▶ [WORK ITEM] An exact copy is needed of the lines from the one that contains "Input: one rendered" through the final line of the data below, with pictures left out.

[[ EXTRACTED DATA, beginning ]]

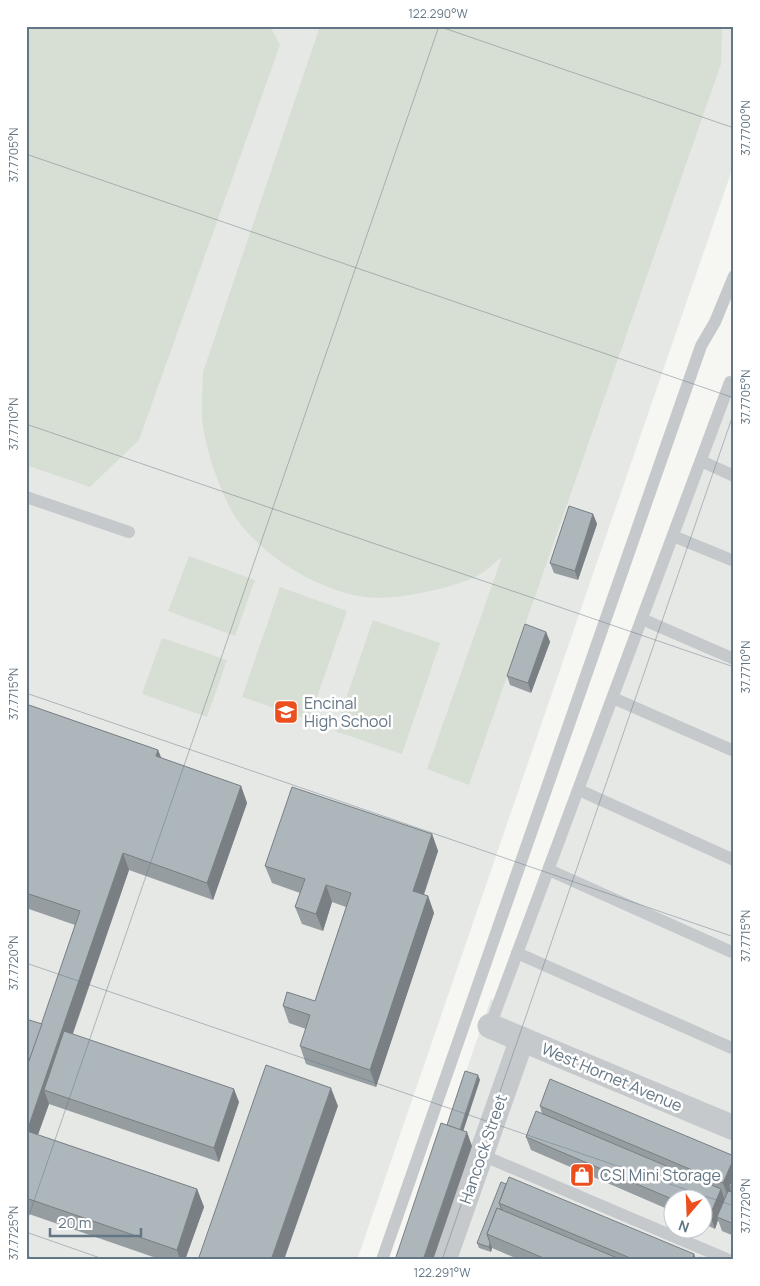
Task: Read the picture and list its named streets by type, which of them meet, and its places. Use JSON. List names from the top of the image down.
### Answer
{
  "streets": {
    "street": ["West Hornet Avenue", "Hancock Street"]
  },
  "crossings": [
    ["West Hornet Avenue", "Hancock Street"]
  ],
  "places": {
    "school or university": ["Encinal High School"],
    "shop": ["CSI Mini Storage"]
  },
  "scale_bar": "20 m",
  "north": "bottom",
  "coordinates": [
    "122.290°W",
    "37.7700°N",
    "37.7705°N",
    "37.7710°N",
    "37.7715°N",
    "37.7720°N",
    "37.7725°N",
    "122.291°W"
  ]
}
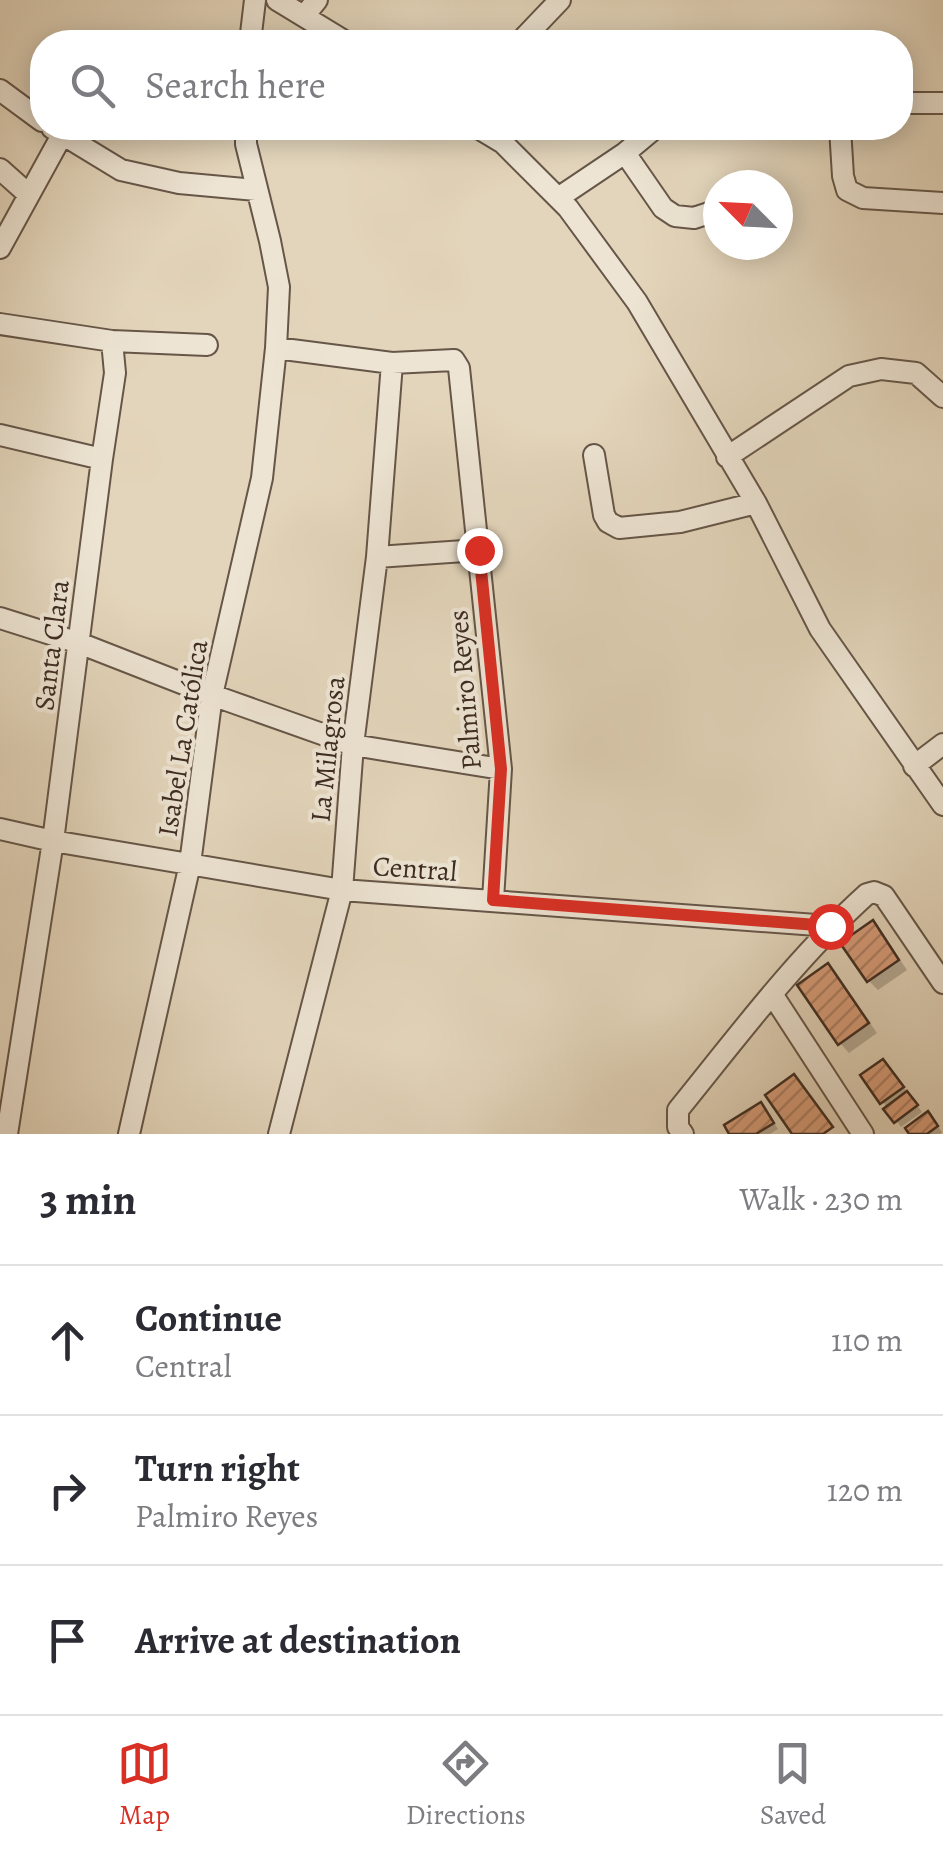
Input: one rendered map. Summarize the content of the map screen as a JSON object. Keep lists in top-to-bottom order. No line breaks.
{"streets":{"street":["Santa Clara","Palmiro Reyes","Isabel La Católica","La Milagrosa","Central"]},"crossings":[["Santa Clara","Central"],["Palmiro Reyes","La Milagrosa"],["Palmiro Reyes","Central"],["Isabel La Católica","Central"],["La Milagrosa","Central"]],"north":"top left","page":{"search":"Search here","heading":["3 min","Walk · 230 m"],"list":[["Continue","Central","110 m"],["Turn right","Palmiro Reyes","120 m"],"Arrive at destination"],"nav":["Map","Directions","Saved"]}}
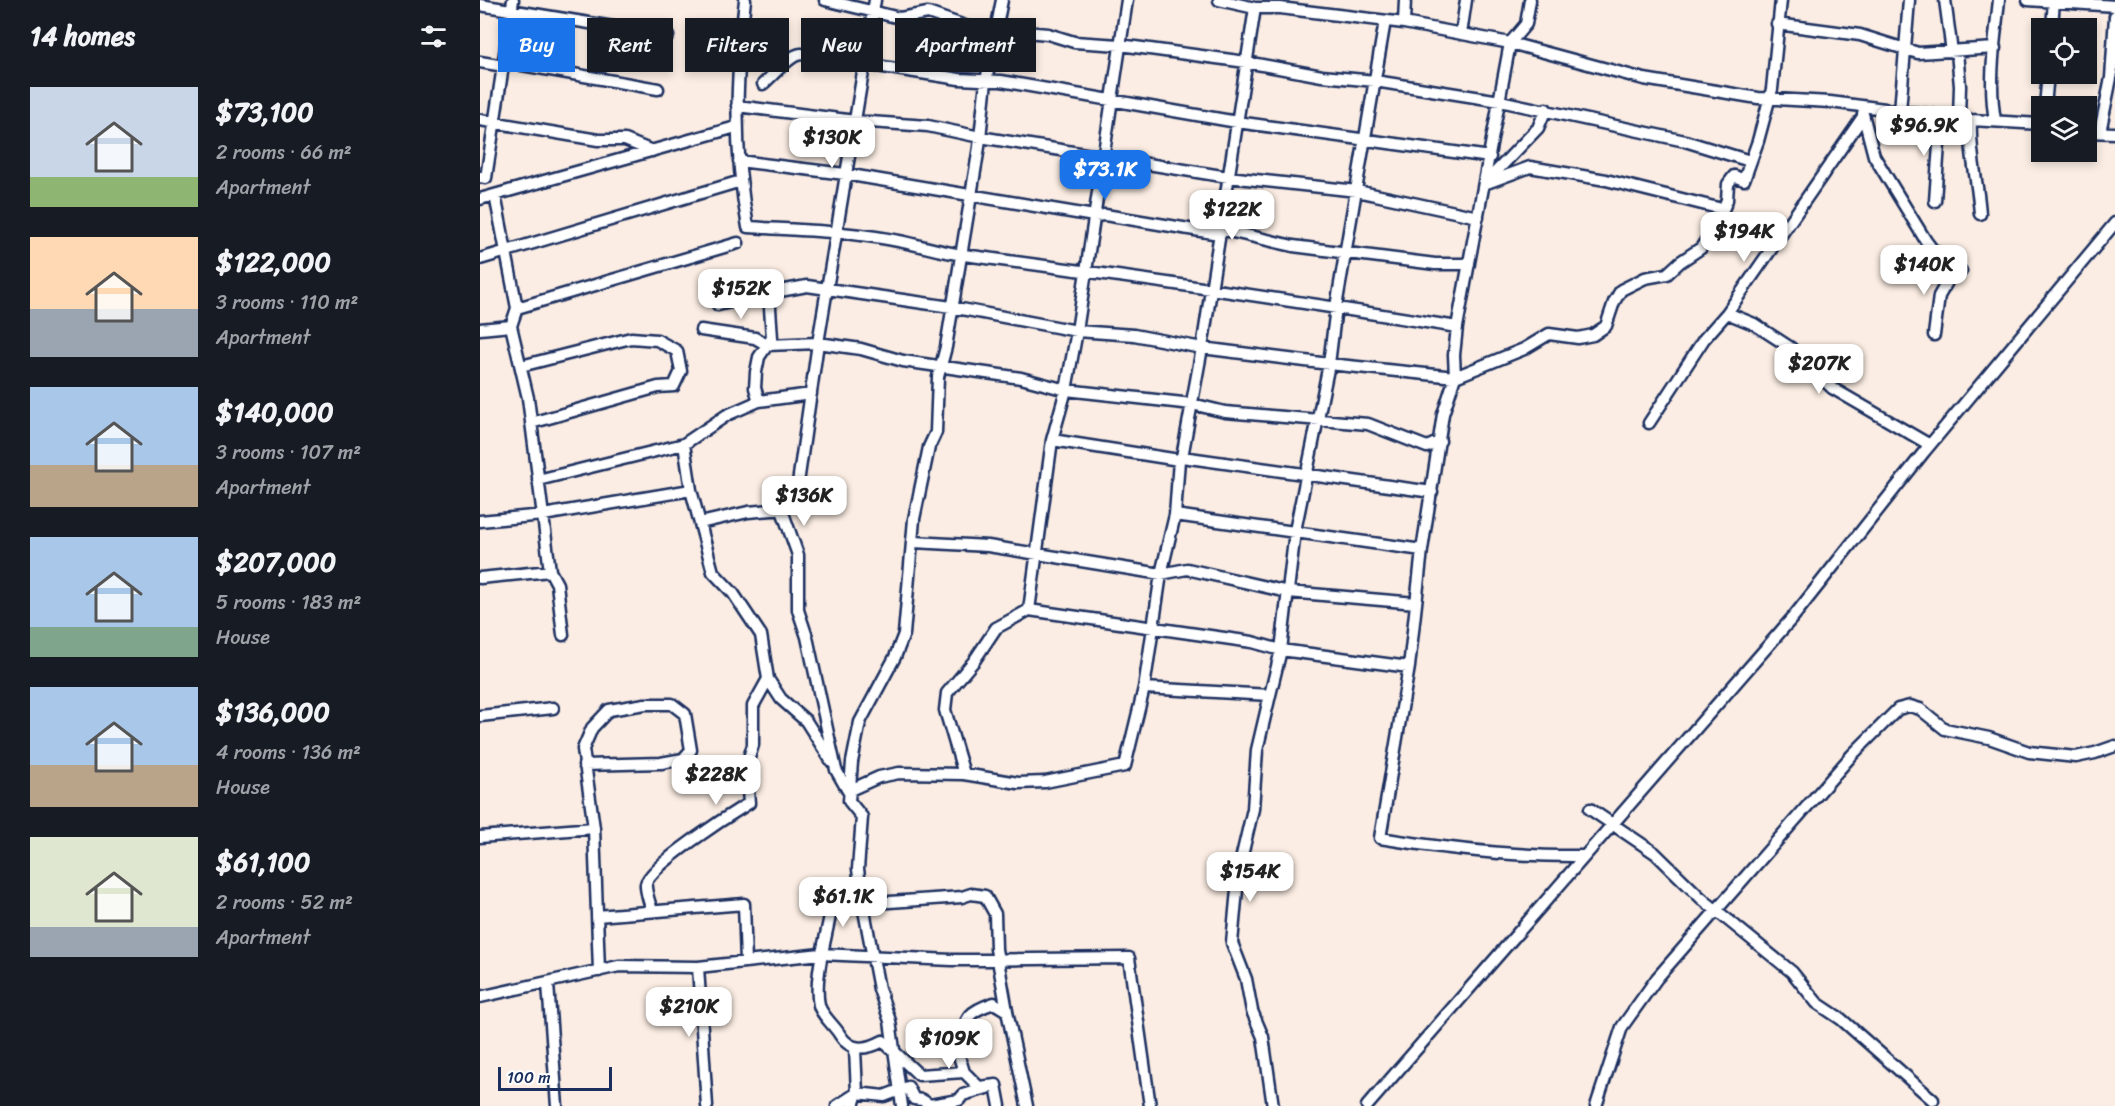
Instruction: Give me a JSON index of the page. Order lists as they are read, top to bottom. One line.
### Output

[[ EXTRACTED DATA, end ]]

▶ [RESULT FOR THIS EXERCISE]
Input: one rendered map. Summarize the content of the map screen as a JSON object. Keep lists in top-to-bottom order. No line breaks.
{"streets":{"street":["Santa Clara","Palmiro Reyes","Isabel La Católica","La Milagrosa","Central"]},"crossings":[["Santa Clara","Central"],["Palmiro Reyes","La Milagrosa"],["Palmiro Reyes","Central"],["Isabel La Católica","Central"],["La Milagrosa","Central"]],"north":"top left","page":{"search":"Search here","heading":["3 min","Walk · 230 m"],"list":[["Continue","Central","110 m"],["Turn right","Palmiro Reyes","120 m"],"Arrive at destination"],"nav":["Map","Directions","Saved"]}}
Instruction: Give me a JSON index of the page. Order lists as they are read, top to bottom. One line.
### Output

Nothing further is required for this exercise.